Perhaps money isn’t the root of all evil, as the old adage says.
A new paper from Purdue University researchers shows that a financial windfall can lead retailers to act more ethically.
Heejung Byun, a Daniels School assistant professor of strategic management; Purdue visiting professor Jihyeon Kim; and Justin Frake of the University of Michigan found that the financial resources of an organization make that organization less likely to cheat.
With support from the Blake Family Fund for Ethics, Leadership, and Governance, the researchers carried out archival data analysis and online experiments for their paper, “The Effect of Financial Resources of Misconduct: Evidence from Lottery Ticket Sales,” which led to its acceptance in Organization Science.

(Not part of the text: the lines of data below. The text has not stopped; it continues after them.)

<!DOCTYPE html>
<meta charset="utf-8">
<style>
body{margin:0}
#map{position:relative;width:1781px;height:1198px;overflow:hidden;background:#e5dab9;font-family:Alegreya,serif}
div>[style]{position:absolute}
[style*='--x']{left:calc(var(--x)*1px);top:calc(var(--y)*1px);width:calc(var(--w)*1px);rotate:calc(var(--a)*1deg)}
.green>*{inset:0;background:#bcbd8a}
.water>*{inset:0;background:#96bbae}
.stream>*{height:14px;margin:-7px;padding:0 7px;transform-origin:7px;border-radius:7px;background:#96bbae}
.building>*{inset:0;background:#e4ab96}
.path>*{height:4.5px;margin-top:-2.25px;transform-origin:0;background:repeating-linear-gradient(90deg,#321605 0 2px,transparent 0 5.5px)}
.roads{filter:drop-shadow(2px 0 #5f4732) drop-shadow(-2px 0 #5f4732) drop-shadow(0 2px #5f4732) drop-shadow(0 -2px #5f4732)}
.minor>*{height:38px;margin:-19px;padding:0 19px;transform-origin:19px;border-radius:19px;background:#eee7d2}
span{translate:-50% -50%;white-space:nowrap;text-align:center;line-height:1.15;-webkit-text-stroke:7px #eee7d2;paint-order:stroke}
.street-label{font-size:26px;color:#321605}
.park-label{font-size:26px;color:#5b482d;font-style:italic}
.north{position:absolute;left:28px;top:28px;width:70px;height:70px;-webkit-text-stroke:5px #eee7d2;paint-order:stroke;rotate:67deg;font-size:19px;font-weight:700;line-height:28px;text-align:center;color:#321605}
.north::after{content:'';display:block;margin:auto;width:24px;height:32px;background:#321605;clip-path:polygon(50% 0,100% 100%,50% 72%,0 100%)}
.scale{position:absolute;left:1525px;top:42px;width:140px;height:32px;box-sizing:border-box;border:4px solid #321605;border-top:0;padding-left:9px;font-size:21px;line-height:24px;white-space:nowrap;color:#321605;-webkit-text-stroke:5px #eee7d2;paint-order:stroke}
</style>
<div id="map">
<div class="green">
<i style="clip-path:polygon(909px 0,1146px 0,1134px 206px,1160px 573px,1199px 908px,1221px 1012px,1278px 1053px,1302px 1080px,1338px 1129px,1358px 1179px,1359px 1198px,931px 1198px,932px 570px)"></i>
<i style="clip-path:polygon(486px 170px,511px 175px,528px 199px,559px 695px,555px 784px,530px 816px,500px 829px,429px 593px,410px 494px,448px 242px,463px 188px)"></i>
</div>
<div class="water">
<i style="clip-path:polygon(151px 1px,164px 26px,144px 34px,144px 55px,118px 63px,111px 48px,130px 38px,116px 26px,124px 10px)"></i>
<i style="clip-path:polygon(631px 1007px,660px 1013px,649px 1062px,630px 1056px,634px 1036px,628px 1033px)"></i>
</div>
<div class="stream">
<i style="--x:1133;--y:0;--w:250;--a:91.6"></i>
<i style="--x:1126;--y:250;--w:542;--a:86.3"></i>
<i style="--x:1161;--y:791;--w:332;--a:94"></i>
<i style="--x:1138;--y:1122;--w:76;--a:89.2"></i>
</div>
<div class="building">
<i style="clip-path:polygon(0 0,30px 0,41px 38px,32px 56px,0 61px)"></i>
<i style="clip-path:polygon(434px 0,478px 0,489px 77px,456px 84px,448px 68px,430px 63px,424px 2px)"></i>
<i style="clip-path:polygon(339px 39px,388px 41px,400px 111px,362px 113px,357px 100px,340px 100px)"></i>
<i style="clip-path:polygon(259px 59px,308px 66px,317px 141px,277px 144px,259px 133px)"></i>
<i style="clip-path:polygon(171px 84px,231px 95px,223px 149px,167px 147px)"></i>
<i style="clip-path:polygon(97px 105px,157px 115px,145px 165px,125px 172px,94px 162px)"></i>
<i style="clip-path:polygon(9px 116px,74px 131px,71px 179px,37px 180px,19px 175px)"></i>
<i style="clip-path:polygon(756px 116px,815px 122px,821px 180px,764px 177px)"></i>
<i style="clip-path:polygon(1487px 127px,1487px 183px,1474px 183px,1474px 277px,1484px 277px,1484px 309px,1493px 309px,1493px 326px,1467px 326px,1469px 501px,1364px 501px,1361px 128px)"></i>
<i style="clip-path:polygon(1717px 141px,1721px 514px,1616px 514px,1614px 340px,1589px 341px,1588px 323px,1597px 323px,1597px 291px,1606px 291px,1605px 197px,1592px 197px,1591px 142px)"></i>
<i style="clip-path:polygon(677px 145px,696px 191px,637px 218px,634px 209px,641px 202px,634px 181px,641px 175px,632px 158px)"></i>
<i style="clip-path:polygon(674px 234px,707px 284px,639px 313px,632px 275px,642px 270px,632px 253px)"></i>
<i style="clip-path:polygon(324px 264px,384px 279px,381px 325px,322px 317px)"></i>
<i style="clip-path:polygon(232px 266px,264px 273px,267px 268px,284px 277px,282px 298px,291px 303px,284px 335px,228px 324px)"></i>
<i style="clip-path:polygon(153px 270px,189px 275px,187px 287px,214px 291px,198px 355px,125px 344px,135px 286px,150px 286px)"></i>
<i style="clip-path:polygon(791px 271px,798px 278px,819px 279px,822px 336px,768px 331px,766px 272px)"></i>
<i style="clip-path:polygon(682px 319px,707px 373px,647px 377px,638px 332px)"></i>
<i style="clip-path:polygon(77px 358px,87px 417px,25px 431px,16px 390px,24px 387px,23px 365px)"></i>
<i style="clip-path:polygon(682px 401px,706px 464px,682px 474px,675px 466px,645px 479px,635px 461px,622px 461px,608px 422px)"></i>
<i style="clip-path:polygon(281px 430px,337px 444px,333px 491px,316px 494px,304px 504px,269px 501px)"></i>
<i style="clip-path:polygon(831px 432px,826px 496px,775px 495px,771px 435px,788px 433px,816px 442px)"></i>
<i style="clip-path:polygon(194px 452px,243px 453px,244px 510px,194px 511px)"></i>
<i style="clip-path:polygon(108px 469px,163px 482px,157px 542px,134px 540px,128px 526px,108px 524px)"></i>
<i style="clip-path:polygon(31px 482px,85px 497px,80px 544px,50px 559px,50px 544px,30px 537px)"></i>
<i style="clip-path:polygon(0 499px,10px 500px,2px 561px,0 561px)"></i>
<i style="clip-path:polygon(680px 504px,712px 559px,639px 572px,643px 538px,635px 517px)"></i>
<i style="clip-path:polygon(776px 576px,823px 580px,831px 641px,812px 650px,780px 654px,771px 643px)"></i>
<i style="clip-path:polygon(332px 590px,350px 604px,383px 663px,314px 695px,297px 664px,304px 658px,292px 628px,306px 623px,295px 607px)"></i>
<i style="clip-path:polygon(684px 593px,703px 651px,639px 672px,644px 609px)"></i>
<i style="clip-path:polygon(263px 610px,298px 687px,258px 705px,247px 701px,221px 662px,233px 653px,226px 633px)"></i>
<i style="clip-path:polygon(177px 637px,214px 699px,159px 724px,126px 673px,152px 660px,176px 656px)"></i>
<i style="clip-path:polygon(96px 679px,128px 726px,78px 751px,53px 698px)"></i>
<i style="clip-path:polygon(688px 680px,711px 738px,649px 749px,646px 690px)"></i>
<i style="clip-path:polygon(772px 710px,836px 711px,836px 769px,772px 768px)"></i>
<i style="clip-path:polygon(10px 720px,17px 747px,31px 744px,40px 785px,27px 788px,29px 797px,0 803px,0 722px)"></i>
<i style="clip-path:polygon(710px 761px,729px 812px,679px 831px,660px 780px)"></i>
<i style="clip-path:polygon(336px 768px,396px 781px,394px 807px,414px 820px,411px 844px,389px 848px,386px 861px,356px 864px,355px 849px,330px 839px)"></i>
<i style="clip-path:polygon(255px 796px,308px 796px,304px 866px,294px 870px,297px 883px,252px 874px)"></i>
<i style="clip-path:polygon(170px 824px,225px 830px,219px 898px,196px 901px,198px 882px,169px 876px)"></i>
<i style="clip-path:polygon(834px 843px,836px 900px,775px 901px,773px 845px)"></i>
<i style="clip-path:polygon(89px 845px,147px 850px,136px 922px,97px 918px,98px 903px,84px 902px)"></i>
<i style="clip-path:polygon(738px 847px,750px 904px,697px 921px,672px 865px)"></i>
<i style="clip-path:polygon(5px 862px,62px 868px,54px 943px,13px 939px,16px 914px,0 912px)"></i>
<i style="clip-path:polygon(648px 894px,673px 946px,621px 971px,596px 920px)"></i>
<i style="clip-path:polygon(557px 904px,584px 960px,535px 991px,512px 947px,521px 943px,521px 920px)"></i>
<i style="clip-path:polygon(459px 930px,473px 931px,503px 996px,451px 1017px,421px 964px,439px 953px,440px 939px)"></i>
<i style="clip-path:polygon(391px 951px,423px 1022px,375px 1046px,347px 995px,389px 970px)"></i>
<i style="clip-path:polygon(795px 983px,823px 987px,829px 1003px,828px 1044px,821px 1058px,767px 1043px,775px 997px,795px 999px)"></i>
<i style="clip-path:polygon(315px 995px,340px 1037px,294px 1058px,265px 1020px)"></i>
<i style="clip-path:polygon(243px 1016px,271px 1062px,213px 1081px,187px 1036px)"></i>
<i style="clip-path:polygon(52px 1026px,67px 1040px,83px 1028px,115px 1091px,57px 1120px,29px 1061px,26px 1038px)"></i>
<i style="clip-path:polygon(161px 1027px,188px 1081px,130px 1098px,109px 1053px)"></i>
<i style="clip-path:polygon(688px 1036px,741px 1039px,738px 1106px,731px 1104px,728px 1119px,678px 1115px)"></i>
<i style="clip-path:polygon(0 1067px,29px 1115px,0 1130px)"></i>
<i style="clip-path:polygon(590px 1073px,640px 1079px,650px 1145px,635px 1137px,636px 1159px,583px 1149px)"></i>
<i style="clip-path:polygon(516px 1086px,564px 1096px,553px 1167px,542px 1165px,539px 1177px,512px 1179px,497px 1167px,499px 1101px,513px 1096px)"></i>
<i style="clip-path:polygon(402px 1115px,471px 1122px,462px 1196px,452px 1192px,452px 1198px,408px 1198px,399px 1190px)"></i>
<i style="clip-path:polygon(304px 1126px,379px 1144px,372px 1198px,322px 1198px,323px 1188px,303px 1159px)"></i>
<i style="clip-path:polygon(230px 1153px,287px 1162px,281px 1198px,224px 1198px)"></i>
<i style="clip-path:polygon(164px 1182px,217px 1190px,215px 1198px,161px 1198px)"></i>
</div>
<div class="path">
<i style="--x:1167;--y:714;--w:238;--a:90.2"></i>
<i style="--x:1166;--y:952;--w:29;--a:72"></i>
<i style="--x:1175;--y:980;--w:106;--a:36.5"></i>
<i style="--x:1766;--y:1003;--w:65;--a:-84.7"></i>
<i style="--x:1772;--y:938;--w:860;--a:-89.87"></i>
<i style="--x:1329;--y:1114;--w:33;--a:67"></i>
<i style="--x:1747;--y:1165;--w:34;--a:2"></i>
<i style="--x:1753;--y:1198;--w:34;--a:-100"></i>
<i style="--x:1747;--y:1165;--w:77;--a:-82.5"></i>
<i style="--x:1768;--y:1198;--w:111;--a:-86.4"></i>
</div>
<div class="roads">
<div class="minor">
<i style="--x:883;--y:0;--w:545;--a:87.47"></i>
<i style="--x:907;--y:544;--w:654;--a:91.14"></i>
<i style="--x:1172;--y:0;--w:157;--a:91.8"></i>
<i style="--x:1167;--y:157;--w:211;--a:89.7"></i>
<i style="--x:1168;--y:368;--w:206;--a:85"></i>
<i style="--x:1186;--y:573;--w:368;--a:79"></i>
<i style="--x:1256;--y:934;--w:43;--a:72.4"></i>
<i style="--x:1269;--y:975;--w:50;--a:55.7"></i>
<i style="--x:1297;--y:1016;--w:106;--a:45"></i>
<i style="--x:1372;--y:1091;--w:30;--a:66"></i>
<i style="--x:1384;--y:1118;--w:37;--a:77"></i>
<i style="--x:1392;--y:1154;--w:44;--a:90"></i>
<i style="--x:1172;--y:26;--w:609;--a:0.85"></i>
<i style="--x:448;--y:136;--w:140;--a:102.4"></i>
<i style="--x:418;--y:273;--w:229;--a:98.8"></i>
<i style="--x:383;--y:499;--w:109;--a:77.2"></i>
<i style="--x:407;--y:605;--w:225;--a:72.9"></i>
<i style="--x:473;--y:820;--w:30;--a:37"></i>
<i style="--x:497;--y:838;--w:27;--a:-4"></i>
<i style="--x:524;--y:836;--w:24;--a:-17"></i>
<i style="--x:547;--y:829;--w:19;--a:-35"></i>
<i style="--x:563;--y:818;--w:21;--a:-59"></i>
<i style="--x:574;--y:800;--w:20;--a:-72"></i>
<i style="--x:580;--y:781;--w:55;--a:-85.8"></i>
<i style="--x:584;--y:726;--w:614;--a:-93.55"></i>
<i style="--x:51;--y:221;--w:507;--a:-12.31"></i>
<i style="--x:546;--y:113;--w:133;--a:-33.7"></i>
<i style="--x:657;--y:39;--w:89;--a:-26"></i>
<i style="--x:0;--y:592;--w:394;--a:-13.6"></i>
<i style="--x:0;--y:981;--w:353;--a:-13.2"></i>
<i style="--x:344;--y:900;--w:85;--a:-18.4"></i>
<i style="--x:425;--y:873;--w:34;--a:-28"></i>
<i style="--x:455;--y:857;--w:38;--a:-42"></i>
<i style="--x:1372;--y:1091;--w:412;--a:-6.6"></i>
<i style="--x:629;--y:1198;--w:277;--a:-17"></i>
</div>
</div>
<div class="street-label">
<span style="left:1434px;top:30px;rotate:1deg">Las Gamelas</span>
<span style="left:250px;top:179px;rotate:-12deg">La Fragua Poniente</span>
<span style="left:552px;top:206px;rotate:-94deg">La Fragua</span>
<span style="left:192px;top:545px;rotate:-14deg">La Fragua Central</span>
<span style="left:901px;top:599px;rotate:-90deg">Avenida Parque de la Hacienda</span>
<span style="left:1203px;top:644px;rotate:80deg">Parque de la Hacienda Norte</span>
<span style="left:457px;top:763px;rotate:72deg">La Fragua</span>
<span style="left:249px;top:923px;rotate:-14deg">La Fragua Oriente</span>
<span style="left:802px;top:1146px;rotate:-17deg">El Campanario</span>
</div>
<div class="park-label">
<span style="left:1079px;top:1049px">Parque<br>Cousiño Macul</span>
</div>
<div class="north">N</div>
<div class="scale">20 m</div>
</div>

Specifically, Byun, Kim and Frake found that when retail firms experience a financial boost, such as from selling a winning lottery ticket, they are less likely to sell tobacco to minors.
When a retailer sells a winning lottery ticket, they are generally given a significant monetary bonus by their state’s lottery commission and also experience a noteworthy increase in their subsequent sales.

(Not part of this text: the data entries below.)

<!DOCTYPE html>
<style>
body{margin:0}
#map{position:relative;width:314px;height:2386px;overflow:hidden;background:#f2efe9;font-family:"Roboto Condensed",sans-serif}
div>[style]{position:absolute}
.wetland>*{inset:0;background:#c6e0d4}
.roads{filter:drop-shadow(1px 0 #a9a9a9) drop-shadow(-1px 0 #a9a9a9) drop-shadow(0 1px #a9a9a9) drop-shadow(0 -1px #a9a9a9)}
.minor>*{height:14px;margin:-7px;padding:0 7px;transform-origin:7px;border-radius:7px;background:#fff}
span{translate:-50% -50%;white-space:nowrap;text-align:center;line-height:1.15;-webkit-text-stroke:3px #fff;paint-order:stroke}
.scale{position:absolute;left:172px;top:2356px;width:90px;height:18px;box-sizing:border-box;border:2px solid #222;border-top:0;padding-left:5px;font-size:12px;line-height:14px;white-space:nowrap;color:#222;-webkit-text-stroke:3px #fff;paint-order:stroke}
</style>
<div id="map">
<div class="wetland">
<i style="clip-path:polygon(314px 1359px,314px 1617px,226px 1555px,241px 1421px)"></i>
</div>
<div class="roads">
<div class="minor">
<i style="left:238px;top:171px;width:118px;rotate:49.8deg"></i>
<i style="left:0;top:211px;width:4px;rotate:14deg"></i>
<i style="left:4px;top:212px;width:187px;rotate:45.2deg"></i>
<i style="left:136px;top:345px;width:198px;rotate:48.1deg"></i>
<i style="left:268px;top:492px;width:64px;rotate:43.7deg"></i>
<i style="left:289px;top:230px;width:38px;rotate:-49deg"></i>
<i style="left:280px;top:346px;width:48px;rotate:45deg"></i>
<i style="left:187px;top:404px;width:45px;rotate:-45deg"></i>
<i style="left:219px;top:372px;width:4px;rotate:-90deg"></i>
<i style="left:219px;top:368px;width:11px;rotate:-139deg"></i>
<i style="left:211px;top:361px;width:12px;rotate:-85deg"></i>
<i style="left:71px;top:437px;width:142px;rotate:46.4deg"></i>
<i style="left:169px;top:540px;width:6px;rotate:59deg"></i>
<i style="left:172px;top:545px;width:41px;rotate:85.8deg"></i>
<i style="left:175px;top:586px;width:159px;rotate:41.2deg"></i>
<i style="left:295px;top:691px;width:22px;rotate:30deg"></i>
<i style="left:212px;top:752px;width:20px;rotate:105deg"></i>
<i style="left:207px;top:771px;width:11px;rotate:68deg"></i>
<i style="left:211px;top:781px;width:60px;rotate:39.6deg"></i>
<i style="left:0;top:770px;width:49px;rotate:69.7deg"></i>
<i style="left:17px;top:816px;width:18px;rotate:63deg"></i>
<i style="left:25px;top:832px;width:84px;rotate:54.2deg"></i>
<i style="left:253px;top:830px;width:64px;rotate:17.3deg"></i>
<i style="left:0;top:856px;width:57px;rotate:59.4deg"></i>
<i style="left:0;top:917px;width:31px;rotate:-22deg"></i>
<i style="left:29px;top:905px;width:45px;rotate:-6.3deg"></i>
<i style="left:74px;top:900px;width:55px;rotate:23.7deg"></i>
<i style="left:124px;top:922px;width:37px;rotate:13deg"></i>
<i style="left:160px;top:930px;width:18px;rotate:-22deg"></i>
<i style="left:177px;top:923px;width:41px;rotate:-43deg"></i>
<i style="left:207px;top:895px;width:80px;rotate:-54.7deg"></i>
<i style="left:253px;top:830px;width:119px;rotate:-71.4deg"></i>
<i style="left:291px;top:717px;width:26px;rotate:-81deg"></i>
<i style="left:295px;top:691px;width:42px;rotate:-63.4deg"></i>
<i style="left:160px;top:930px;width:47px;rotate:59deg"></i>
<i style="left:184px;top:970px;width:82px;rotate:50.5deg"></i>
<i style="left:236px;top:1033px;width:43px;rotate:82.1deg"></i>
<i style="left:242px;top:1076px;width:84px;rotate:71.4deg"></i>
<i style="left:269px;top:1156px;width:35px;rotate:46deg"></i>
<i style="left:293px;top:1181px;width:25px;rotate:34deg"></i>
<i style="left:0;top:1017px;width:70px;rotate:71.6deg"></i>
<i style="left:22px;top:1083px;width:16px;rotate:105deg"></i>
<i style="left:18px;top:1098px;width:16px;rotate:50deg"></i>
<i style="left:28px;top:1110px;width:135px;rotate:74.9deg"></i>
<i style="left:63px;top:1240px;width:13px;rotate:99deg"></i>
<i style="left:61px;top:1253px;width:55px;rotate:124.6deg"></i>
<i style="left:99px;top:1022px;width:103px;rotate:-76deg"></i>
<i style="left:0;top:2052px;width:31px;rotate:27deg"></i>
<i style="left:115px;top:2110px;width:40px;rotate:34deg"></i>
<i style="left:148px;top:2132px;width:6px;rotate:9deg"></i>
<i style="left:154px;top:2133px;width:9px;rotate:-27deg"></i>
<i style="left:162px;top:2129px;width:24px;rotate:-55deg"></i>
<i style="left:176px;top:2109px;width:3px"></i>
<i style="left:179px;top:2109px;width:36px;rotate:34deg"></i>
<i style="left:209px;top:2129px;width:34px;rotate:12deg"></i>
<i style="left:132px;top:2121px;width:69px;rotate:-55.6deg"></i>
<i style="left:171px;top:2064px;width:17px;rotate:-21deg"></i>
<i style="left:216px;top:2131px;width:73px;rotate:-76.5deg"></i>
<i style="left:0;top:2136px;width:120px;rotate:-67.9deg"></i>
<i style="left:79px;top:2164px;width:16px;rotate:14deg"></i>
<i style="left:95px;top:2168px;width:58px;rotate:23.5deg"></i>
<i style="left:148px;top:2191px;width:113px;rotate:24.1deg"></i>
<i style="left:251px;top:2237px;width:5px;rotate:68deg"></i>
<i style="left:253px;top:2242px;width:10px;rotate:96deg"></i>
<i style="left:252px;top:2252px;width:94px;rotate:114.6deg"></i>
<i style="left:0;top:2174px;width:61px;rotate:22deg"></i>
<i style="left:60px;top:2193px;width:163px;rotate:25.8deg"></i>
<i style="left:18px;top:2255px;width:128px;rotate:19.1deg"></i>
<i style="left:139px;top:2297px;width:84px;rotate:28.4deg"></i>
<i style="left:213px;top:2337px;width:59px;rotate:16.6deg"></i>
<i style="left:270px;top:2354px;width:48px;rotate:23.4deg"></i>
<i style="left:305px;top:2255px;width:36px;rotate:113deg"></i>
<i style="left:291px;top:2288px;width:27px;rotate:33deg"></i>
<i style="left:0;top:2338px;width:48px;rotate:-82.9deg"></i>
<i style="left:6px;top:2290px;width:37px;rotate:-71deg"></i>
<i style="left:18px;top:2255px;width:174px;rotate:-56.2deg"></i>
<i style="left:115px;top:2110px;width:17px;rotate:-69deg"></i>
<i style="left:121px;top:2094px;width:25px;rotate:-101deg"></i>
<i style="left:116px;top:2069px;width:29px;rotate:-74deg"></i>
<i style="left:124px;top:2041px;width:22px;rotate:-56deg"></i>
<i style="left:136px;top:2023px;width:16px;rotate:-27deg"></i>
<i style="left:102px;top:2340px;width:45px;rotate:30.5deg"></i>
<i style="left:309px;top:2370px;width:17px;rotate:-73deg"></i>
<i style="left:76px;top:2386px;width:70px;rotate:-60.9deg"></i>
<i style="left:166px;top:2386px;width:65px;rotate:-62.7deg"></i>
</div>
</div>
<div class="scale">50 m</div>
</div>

“Contrary to the adage that ‘power corrupts,’ our findings suggest that financial windfalls can foster ethical conduct,” Byun says. “This revelation turns the table on traditional views of wealth and corporate morality. It’s surprising because it hints that a little extra cash might make businesses behave better, not worse.”
The researchers analyzed data from more than 33,000 tobacco retailers in seven states: Connecticut, Delaware, Indiana, Michigan, New York, Rhode Island and Wisconsin. Data collection spanned from 2012 to 2017 and came from two primary sources: the United States Food and Drug Administration’s (FDA) Tobacco Retail Compliance Check Inspections Database, which includes all documented inspections of tobacco sales, particularly focusing on violations of sales to minors, and data on the sales of winning lottery tickets from state lottery commissions.
They discovered that an increase in a firm’s financial resources, particularly from unexpected windfalls like selling winning lottery tickets, actually reduces unethical practices, such as selling tobacco to minors. Quantitatively, the study found that the incidence of such misconduct dropped by 17% to 26% following a financial gain, which contradicts the common presumption that more financial success might lead to more corporate misbehavior. This highlights a complex relationship between financial status and ethical conduct in business practices.
“When stores suddenly get more money, they seem to break the rules less, not more. It’s like having a good day makes you more likely to do the right thing,” Kim says.
The research is crucial for regulators and policymakers looking to curb corporate misconduct through economic incentives, Byun notes. It offers evidence that a business’ financial cushion may encourage adherence to ethical standards, which could inspire changes in how businesses are regulated.
“It paints a hopeful picture — more profits could mean more responsible business and community members,” he says.